Apache Corp. and Kuwait Foreign Petroleum Exploration Co., or KUFPEC, have ended talks with Woodside and announced a deal to supply gas from their Julimar and Brunello discoveries off the coast of Western Australia to Chevron's Wheatstone liquefied natural gas project in return for a stake in the development.
Analysts said the failure to lock in this gas for Pluto's expansion was a blow to Woodside's plans and that the Perth-based group will now be depending more on exploration success to underpin the project.
Woodside said it is still in talks with other potential third party suppliers and that it has not changed its plans for the second stage of development at Pluto.
"This does not affect Woodside's previous advice in relation to the company's plans for an expansion of the Pluto LNG Project," Woodside said in a statement.
"Woodside remains in discussions with several third-party gas owners in the Carnarvon basin over the potential processing of their gas through Pluto."
Analysts said Woodside's ongoing talks on third party gas are likely to include discussions with Hess Corp. but that its gas reserves are further away than Apache's.
Woodside said it was beginning a drilling campaign in the Greater Pluto area of more than 20 wells this quarter and expects this to contribute to the expansion of the Pluto project.
Deutsche Bank oil and gas analyst John Hirjee said the loss of the gas to the rival Wheatstone development was a "significant setback" for Woodside.
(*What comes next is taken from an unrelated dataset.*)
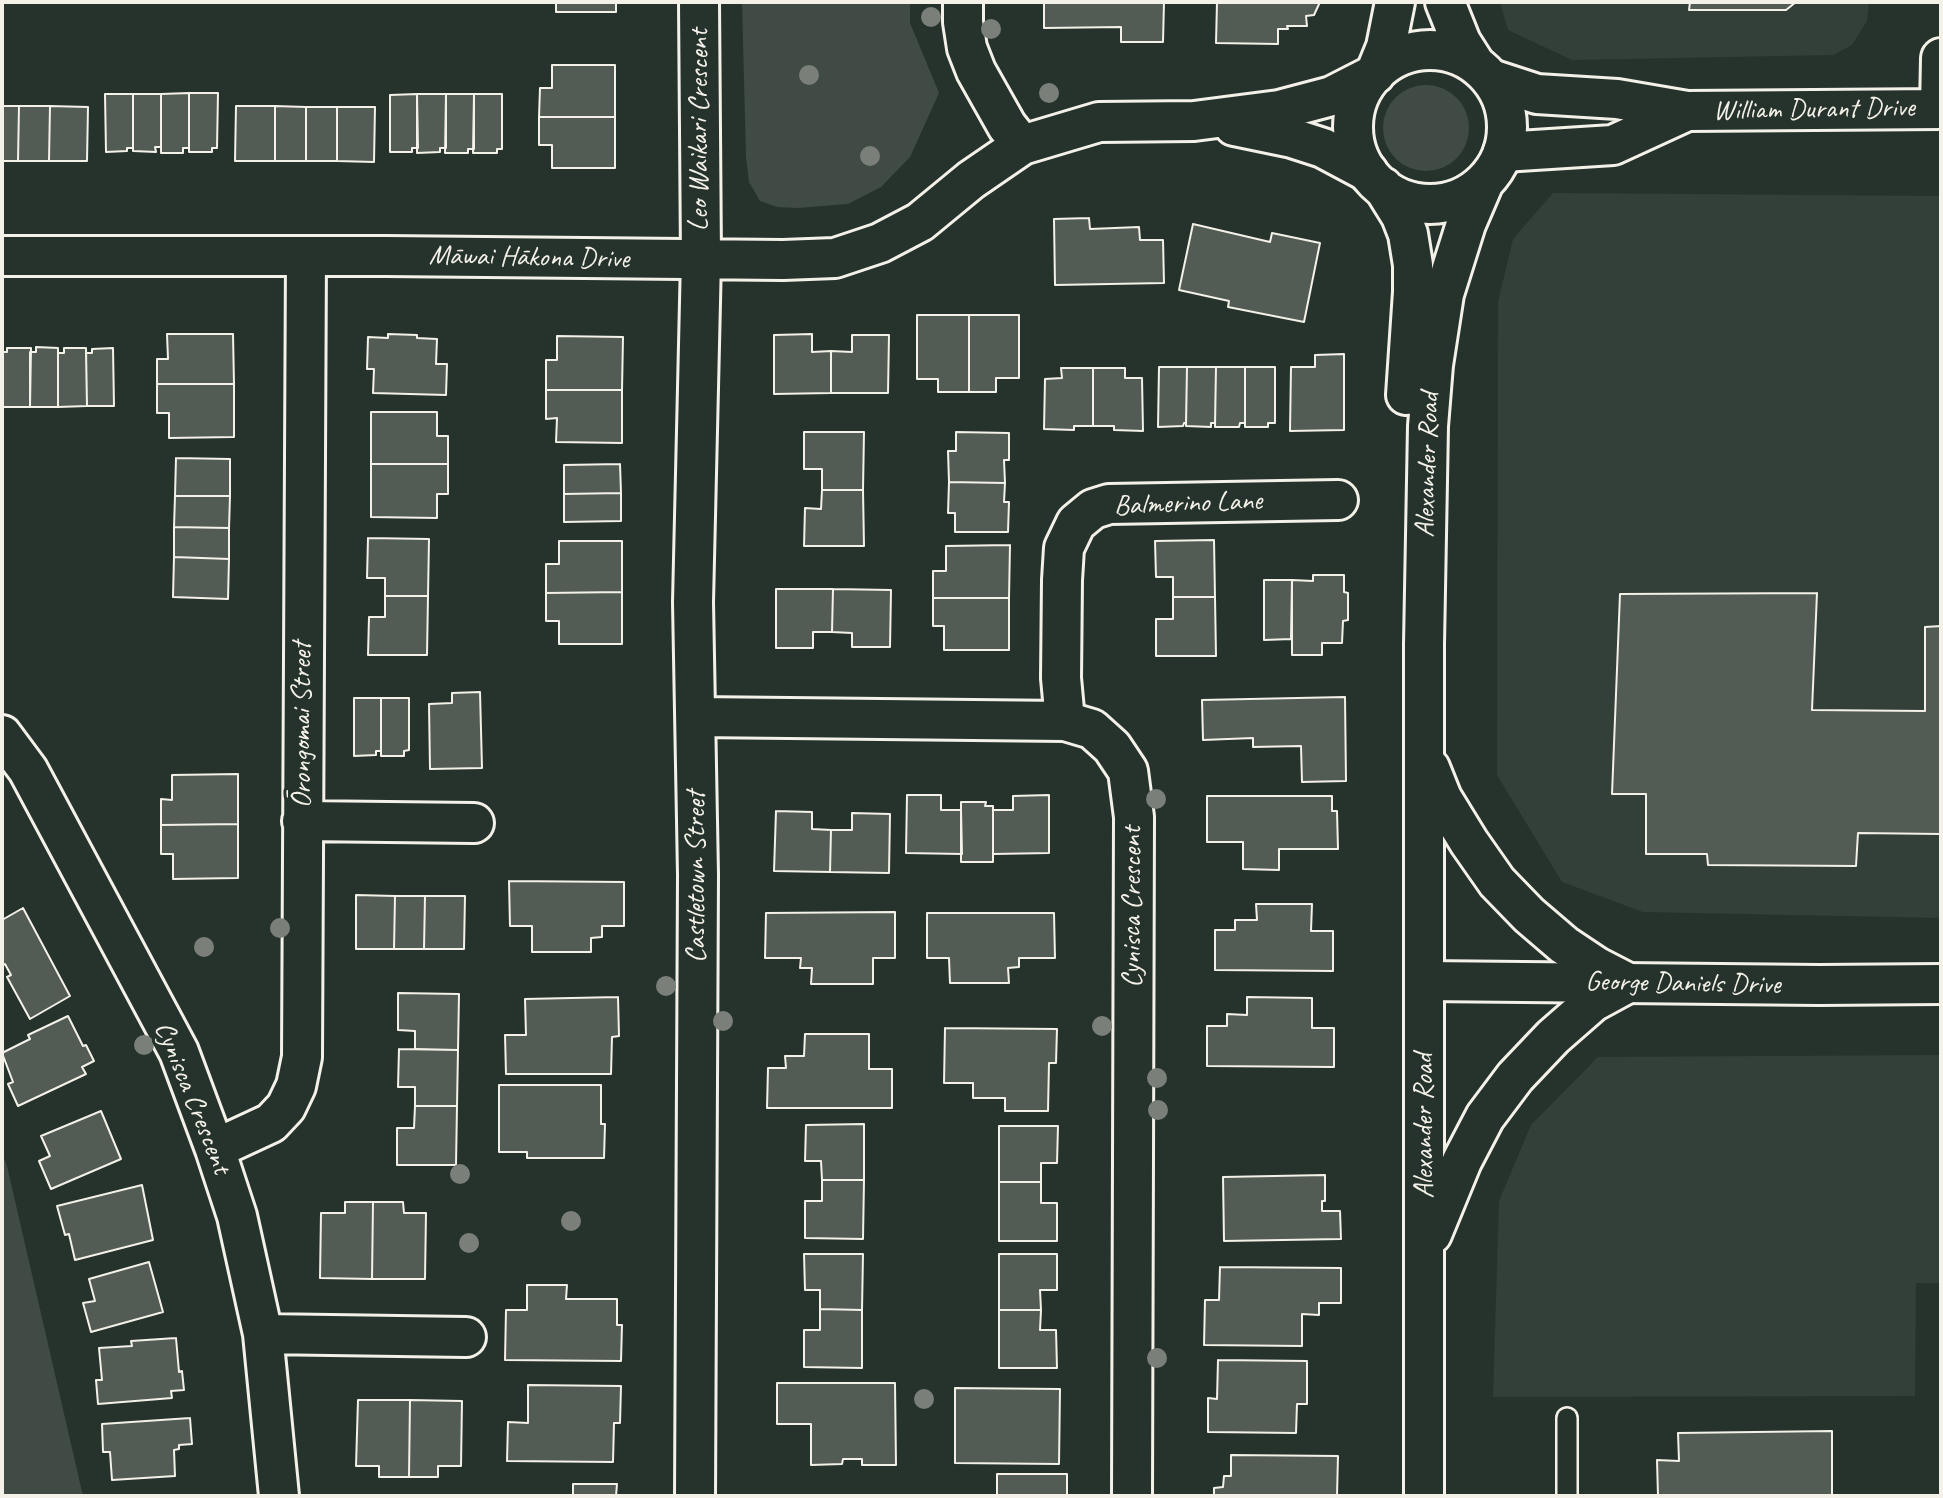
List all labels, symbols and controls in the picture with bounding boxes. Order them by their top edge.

"They will now have to rely heavily on exploration and on another third party deal, although the other options are probably not as mature as Apache's Julimar field," he said.
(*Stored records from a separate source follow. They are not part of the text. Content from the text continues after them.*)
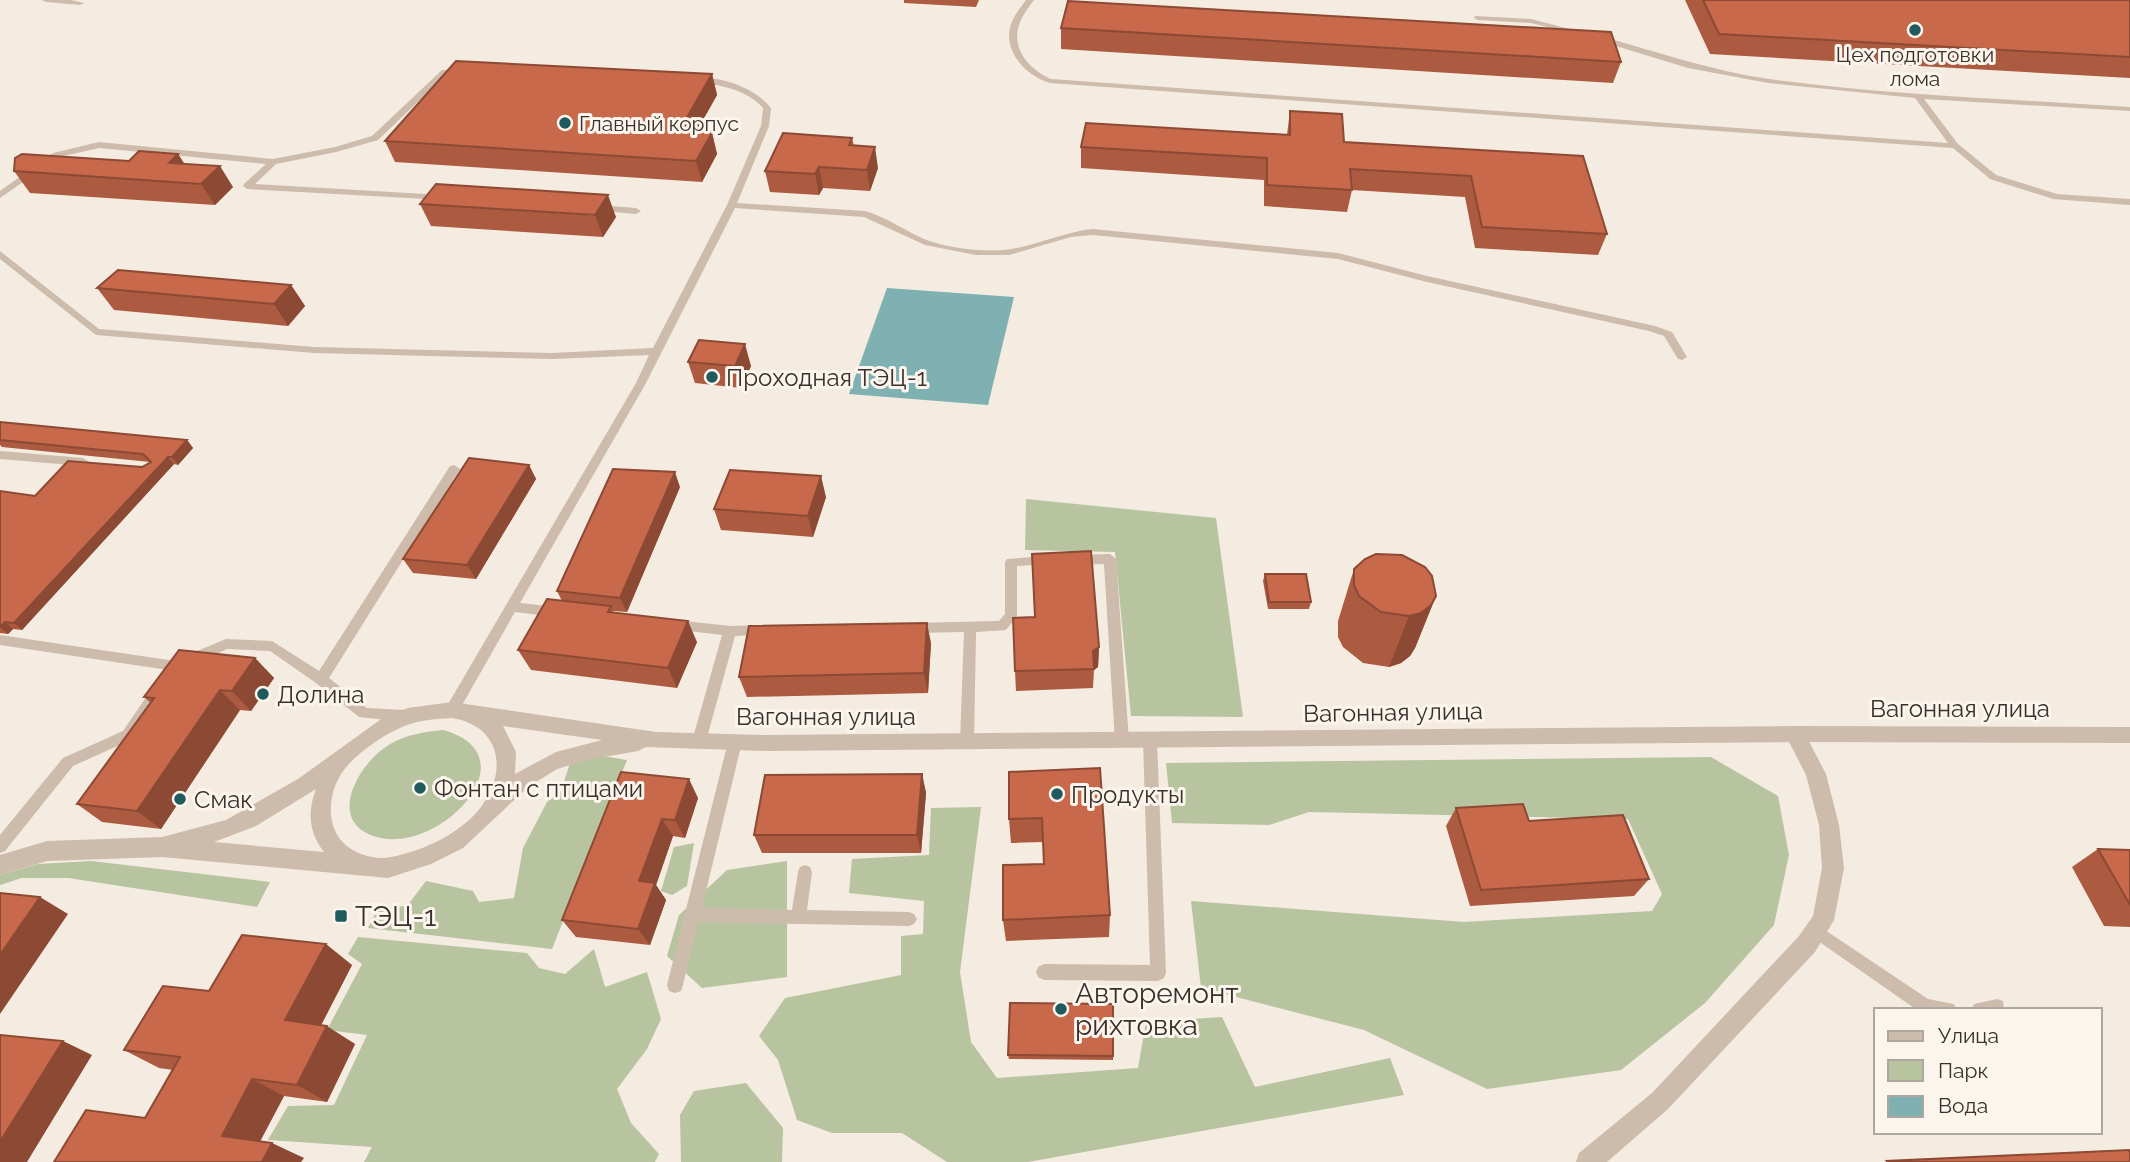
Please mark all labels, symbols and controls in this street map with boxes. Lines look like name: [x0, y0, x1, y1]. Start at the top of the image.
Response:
marker: Цех подготовки лома: [1907, 22, 1923, 38]
place label: Цех подготовки лома: [1836, 42, 1994, 91]
place label: Главный корпус: [579, 111, 739, 136]
marker: Главный корпус: [557, 115, 573, 131]
place label: Проходная ТЭЦ-1: [726, 363, 927, 392]
marker: Проходная ТЭЦ-1: [704, 369, 720, 385]
place label: Долина: [277, 680, 364, 709]
marker: Долина: [255, 686, 271, 702]
street label: Вагонная улица: [1870, 694, 2050, 723]
street label: Вагонная улица: [1303, 696, 1483, 728]
street label: Вагонная улица: [736, 702, 916, 731]
place label: Фонтан с птицами: [434, 774, 643, 803]
marker: Фонтан с птицами: [412, 780, 428, 796]
place label: Продукты: [1071, 780, 1184, 809]
place label: Смак: [194, 785, 253, 814]
marker: Продукты: [1049, 786, 1065, 802]
marker: Смак: [172, 791, 188, 807]
place label: ТЭЦ-1: [355, 900, 436, 933]
marker: ТЭЦ-1: [333, 908, 349, 924]
place label: Авторемонт рихтовка: [1075, 977, 1239, 1042]
marker: Авторемонт рихтовка: [1053, 1001, 1069, 1017]
legend: [1874, 1008, 2102, 1134]
text: Улица: [1938, 1023, 1999, 1048]
text: Парк: [1938, 1058, 1988, 1083]
text: Вода: [1938, 1093, 1988, 1118]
The A$12 billion first stage of the Pluto project, which will have annual production capacity of up to 4.3 million metric tons a year, is now 78% complete and is on track to produce its first gas early in 2011.
The heavy capital spend on the initial stage of the project means that the second stage expansion, featuring the addition of another 4.3 million tons per year processing train, is crucial to improving returns from Pluto.
At its half year result, Woodside said it would need about 2 trillion cubic feet, or tcf, of extra gas reserves from third party sources to underpin the second train.
The company needs 3.8 tcf of gas to underpin the second train and plans to get 0.4 tcf from acceleration of its existing Pluto and Xena gas fields.
That means it needs to secure the remaining 3.4 tcf from a mix of exploration and third party gas.
The Julimar and Brunello fields, with reserves of more than 3 tcf, would have gone a long way to meeting these needs.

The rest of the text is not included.